• **Directions for this task**
Scan the listing below for the word "compass" and copy every line that has it.

• **Data**
.....
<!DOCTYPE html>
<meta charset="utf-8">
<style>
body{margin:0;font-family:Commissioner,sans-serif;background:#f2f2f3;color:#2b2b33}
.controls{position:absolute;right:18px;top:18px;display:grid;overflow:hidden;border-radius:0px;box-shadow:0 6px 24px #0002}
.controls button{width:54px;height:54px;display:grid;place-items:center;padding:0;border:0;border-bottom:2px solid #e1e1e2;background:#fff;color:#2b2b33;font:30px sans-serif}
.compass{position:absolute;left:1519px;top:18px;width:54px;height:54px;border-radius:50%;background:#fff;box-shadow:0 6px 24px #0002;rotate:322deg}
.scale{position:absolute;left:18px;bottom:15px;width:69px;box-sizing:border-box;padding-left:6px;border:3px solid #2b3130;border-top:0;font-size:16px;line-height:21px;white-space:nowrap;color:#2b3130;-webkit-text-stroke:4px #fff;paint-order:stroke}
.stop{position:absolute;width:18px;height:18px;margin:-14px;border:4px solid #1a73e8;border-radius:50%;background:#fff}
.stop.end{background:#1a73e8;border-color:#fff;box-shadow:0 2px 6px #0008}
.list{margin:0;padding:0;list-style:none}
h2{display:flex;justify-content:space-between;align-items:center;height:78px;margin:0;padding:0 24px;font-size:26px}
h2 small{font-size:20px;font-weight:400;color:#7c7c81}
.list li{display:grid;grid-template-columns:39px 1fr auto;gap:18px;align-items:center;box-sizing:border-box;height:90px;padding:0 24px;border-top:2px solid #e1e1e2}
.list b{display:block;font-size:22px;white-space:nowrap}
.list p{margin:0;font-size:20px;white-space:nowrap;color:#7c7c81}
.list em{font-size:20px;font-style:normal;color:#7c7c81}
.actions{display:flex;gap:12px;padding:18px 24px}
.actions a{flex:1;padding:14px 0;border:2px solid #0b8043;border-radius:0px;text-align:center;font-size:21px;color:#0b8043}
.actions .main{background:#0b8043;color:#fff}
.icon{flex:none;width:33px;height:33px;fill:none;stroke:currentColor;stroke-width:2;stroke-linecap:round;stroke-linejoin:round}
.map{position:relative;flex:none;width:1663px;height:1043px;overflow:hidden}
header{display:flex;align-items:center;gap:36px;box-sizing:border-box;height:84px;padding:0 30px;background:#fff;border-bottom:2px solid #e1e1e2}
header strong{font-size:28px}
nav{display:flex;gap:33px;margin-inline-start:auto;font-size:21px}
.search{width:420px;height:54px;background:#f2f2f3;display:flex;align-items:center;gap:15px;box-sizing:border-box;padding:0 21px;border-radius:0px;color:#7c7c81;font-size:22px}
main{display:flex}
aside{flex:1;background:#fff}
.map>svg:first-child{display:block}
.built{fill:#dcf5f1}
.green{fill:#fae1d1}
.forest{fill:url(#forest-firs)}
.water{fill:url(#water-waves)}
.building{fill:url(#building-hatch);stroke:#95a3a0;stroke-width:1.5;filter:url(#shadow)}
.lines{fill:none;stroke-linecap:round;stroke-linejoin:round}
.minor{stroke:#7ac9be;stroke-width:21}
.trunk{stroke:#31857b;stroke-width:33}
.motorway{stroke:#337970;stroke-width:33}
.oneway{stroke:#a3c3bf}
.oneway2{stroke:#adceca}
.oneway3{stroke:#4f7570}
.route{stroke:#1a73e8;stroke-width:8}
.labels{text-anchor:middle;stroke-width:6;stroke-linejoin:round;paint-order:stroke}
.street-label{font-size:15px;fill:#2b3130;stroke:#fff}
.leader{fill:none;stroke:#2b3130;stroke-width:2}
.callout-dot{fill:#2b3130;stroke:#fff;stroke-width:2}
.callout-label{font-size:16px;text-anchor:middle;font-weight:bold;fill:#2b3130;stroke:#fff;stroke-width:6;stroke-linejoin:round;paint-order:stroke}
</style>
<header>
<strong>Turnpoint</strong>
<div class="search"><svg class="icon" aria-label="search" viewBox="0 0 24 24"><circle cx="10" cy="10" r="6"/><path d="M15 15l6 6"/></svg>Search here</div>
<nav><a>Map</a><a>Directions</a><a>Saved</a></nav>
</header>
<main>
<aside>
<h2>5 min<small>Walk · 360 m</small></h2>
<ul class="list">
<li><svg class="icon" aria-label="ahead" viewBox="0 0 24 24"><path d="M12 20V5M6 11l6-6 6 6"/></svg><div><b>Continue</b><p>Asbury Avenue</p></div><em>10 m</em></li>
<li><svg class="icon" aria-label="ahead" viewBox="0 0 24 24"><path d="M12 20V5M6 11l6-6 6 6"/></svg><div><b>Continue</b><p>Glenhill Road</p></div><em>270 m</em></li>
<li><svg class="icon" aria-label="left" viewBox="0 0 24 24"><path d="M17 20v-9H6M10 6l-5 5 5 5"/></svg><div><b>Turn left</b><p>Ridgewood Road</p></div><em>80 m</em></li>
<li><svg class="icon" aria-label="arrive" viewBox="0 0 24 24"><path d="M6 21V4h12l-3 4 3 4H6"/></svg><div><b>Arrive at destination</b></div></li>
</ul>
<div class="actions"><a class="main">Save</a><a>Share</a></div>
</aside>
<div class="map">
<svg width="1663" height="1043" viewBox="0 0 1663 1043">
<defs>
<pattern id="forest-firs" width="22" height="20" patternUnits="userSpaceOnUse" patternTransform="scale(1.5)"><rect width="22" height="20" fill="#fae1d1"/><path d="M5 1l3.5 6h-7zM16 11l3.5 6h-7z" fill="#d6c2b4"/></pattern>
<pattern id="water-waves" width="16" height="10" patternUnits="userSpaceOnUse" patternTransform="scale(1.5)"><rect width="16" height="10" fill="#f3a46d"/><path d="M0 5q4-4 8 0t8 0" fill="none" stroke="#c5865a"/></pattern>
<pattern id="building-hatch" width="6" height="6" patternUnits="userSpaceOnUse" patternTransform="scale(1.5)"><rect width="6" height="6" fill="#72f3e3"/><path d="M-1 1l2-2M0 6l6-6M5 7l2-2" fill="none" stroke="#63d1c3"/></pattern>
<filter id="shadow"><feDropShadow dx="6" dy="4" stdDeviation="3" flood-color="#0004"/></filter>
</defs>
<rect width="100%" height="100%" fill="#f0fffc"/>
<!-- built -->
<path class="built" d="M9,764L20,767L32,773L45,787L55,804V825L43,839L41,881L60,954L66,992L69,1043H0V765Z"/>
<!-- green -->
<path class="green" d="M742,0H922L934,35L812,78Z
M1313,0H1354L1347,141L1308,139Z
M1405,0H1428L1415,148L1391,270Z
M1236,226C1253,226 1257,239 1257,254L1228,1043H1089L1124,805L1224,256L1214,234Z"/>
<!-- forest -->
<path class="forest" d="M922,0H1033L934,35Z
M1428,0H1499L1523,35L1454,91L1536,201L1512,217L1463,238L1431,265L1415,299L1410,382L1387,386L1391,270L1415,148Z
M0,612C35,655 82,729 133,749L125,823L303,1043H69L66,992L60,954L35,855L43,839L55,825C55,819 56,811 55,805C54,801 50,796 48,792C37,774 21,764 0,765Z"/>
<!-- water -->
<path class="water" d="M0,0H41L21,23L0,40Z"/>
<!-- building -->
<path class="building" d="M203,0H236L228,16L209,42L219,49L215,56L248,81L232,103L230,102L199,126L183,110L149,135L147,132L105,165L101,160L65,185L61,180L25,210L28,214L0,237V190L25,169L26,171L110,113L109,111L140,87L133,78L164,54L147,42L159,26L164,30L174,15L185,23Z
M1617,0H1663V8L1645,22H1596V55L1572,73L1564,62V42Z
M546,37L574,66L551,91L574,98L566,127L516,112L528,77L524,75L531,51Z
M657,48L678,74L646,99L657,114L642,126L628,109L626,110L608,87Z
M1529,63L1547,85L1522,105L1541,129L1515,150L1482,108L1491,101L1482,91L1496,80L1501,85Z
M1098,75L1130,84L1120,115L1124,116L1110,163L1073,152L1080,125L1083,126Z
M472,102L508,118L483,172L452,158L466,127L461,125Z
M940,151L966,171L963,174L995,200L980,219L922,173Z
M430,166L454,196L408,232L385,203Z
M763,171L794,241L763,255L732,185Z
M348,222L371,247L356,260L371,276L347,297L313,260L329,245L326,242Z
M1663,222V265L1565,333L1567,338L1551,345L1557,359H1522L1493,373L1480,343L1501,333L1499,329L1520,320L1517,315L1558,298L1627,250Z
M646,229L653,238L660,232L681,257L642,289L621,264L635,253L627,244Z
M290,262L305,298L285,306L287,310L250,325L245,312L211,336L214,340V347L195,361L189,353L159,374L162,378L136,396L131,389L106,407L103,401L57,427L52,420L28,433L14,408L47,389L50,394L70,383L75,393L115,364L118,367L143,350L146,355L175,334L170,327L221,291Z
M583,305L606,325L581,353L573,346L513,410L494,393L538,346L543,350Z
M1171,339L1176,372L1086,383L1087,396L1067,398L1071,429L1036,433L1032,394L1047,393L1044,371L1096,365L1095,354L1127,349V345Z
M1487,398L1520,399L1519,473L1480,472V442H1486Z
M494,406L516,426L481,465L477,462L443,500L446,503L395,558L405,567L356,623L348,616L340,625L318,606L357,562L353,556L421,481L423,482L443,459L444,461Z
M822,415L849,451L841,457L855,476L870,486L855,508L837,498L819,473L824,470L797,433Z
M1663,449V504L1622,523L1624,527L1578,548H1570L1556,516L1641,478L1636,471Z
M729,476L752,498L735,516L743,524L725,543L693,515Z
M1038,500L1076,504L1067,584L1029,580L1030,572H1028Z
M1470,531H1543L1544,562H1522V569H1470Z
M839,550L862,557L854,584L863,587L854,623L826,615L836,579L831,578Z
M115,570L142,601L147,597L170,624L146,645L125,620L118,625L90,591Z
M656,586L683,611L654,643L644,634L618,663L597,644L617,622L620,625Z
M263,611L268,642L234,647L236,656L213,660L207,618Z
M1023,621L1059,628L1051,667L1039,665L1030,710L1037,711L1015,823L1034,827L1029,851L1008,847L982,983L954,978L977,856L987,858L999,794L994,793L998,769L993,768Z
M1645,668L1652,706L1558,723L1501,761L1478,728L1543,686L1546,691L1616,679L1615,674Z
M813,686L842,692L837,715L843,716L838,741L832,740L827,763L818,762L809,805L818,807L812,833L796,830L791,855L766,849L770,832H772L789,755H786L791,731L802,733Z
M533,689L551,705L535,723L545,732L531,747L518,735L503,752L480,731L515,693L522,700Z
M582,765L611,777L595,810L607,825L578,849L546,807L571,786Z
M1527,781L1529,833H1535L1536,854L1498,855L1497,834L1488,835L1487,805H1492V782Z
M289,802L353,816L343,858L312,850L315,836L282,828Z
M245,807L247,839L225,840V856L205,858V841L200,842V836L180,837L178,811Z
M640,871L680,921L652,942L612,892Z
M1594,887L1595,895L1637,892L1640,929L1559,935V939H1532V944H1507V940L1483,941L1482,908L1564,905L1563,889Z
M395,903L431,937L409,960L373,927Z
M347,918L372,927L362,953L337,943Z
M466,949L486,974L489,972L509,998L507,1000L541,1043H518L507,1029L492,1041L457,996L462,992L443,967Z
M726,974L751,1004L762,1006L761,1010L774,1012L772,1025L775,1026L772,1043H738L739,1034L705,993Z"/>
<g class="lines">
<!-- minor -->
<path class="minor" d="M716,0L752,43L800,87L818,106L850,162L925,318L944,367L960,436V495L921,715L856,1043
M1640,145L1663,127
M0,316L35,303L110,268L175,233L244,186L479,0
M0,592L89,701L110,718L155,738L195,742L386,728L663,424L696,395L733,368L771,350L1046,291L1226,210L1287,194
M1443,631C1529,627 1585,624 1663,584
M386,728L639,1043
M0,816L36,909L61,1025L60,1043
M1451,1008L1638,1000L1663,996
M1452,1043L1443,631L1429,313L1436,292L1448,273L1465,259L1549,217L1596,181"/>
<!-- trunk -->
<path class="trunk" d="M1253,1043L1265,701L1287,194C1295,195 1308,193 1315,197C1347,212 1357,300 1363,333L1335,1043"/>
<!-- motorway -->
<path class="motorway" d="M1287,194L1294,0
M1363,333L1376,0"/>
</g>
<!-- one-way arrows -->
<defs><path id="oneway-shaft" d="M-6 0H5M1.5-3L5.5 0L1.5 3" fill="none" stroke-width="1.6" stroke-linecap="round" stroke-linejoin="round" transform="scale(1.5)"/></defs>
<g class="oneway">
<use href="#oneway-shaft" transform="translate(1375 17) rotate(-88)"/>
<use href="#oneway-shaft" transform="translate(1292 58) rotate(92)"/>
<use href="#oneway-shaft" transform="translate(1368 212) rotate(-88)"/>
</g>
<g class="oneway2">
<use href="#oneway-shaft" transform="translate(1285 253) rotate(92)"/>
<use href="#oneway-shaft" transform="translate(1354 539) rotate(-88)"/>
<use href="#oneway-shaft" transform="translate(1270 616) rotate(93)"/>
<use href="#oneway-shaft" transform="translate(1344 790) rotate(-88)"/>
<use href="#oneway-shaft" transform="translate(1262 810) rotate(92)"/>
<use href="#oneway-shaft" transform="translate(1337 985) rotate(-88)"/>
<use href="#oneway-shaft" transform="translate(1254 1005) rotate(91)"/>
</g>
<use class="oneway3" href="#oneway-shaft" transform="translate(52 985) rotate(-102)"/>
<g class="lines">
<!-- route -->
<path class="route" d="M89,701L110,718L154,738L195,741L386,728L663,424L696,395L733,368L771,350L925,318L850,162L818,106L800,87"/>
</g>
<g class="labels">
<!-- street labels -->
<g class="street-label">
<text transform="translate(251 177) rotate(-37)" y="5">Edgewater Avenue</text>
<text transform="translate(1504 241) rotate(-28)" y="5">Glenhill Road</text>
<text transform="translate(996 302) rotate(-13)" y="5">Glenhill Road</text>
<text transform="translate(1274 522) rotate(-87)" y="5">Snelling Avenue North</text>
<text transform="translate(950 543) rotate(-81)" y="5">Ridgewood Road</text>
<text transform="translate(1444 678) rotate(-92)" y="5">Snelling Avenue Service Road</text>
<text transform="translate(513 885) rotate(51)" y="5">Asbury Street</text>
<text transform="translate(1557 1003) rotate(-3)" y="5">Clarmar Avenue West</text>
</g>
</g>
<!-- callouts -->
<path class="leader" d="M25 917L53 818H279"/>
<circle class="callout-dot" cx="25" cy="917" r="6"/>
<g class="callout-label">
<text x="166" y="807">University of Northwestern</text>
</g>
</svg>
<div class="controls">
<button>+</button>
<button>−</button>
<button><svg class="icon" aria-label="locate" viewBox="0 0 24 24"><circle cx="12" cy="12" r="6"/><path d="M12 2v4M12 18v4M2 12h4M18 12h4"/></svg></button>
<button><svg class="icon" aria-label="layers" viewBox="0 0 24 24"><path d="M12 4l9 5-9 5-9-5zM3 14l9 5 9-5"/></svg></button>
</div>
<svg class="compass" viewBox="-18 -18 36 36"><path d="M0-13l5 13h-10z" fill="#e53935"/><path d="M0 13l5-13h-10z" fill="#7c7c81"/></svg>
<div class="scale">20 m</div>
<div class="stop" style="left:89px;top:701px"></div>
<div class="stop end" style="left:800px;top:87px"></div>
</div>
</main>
.....
• **Response to this task**
.compass{position:absolute;left:1519px;top:18px;width:54px;height:54px;border-radius:50%;background:#fff;box-shadow:0 6px 24px #0002;rotate:322deg}
<svg class="compass" viewBox="-18 -18 36 36"><path d="M0-13l5 13h-10z" fill="#e53935"/><path d="M0 13l5-13h-10z" fill="#7c7c81"/></svg>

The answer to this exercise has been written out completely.